112. Is all drift bad?
No. Emergency drift can be necessary. The problem is unmanaged drift without audit, expiry, or reconciliation back to source of truth.
113. What is the GitOps trap during incidents?
Manually hotfixing live state while the reconciler reverts it. Pause intentionally or commit the fix to source of truth.
114. How should break-glass work in GitOps?
Audited pause, explicit owner, time-bounded exception, incident link, post-incident commit or revert, and reconciliation verification.
115. What is Terraform/OpenTofu state risk?
State can contain sensitive data, drift from reality, be locked by failed runs, or be corrupted/mis-scoped causing destructive plans.

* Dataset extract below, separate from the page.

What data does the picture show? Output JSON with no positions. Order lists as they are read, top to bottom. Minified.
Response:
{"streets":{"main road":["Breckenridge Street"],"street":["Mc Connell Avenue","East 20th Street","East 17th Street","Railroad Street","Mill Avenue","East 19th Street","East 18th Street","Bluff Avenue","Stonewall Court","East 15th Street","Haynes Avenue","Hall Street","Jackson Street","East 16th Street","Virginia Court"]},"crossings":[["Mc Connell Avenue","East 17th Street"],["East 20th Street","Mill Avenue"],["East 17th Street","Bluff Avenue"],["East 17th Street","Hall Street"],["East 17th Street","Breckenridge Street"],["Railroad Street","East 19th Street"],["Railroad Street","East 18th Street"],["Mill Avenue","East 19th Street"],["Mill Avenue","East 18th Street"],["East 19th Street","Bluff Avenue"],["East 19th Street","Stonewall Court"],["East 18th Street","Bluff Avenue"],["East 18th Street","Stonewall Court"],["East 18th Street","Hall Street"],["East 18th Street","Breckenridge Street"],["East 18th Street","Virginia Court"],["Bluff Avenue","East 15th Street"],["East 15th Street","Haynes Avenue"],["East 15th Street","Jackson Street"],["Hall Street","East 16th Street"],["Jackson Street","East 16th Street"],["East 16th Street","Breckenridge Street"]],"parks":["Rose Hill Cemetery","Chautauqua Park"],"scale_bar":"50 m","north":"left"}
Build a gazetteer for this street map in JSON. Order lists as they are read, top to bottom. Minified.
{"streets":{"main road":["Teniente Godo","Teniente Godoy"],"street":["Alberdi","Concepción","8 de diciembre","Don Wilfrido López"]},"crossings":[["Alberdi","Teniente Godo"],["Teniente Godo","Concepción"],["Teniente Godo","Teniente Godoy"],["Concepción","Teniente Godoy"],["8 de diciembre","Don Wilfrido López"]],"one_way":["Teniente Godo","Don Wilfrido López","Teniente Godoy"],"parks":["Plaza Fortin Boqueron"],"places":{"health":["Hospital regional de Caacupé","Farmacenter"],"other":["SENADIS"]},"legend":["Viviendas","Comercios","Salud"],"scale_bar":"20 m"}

116. How do you protect IaC state?
Remote encrypted backend, locking, access control, backups, state separation by blast radius, plan review, and cautious import/move workflows.
117. Why can a Terraform plan be misleading?
Provider bugs, unknown computed values, external drift, data source changes, lifecycle ignores, and apply-time API behavior can differ from plan.
117A. What is the most dangerous Terraform state mistake in production?
Using the wrong backend or workspace for the environment. A prod configuration pointed at dev state, or dev credentials pointed at prod resources, can produce a plan that looks coherent while targeting the wrong blast radius.
117B. When is `terraform force-unlock` appropriate?
Only after proving no apply is still running and the lock is stale. Treat it like an incident action: identify lock owner, timestamp, backend, active CI jobs, approval, audit note, then refresh before any apply.
117C. Why can `count` be dangerous for long-lived resources?
List index changes can shift addresses. Removing element 1 from a list may make Terraform think element 2 should become element 1, causing replacement. Prefer stable for_each keys for persistent infrastructure.
117D. What problem do Terraform `moved` blocks solve?
They tell Terraform that a resource address changed because of a code refactor, not because infrastructure should be destroyed and recreated. They make refactors reviewable and declarative.
117E. What is the trap with `ignore_changes`?
It can intentionally hide fields from Terraform ownership. That is useful for externally managed fields but dangerous when teams forget those fields are ignored and assume plans cover all drift.
118. What is a dangerous IaC module abstraction?
One that hides critical lifecycle, security, or dependency behavior behind defaults users do not understand.
119. What makes a good IaC module?
Clear inputs/outputs, sane defaults, versioning, policy compliance, examples, tests, minimal hidden behavior, and explicit lifecycle constraints.
120. What is the difference between Terraform/OpenTofu and Crossplane?
Terraform/OpenTofu usually runs plans/applies from CI or operators. Crossplane exposes cloud resources as Kubernetes-style APIs reconciled continuously.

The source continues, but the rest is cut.